Raw data.
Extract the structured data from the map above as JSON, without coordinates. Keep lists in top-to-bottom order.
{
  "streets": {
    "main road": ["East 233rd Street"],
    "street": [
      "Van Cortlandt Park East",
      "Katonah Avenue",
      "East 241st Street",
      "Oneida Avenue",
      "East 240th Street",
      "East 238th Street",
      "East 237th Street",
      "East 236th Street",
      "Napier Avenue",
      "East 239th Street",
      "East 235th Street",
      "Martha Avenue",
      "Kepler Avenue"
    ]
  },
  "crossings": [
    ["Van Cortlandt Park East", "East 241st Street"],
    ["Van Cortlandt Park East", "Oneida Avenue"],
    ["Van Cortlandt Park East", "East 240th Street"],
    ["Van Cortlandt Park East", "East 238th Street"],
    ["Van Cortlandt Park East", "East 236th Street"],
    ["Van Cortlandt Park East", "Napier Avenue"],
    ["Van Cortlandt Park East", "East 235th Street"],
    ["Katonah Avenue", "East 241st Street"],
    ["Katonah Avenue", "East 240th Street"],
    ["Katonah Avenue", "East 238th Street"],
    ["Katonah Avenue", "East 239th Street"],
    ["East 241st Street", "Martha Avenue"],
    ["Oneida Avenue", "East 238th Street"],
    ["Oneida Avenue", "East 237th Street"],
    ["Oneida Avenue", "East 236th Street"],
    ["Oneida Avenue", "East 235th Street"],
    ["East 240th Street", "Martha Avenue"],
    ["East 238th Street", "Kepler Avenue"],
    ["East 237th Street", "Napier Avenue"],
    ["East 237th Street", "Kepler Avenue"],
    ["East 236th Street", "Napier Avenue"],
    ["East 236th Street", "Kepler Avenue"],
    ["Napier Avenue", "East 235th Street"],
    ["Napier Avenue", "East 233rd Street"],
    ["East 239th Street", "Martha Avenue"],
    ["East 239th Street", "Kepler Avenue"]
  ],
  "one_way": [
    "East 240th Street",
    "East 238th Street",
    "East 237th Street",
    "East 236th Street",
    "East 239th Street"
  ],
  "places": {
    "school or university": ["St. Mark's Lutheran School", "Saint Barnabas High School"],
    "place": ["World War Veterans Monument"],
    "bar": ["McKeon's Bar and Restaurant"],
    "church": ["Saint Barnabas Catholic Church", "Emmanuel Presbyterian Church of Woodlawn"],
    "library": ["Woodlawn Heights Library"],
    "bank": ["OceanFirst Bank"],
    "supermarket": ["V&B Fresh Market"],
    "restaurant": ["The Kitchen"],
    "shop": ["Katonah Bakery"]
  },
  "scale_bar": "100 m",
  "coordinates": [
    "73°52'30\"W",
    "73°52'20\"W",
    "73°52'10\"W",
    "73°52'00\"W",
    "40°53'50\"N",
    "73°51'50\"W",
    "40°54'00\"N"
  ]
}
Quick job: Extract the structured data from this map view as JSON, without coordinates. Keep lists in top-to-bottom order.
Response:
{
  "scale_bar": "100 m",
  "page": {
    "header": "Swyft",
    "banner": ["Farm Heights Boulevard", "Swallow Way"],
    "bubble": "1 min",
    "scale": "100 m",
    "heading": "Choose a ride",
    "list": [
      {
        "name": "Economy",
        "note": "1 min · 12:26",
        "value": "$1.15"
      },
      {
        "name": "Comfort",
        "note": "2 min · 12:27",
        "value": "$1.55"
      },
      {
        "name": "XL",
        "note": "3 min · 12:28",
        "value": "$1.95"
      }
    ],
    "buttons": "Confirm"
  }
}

What the task asks. Exactly as they appear, write out the lines from the one containing "Quick job: Extract" through the final line of the entries above, both included.

Exercise response.
Quick job: Extract the structured data from this map view as JSON, without coordinates. Keep lists in top-to-bottom order.
Response:
{
  "scale_bar": "100 m",
  "page": {
    "header": "Swyft",
    "banner": ["Farm Heights Boulevard", "Swallow Way"],
    "bubble": "1 min",
    "scale": "100 m",
    "heading": "Choose a ride",
    "list": [
      {
        "name": "Economy",
        "note": "1 min · 12:26",
        "value": "$1.15"
      },
      {
        "name": "Comfort",
        "note": "2 min · 12:27",
        "value": "$1.55"
      },
      {
        "name": "XL",
        "note": "3 min · 12:28",
        "value": "$1.95"
      }
    ],
    "buttons": "Confirm"
  }
}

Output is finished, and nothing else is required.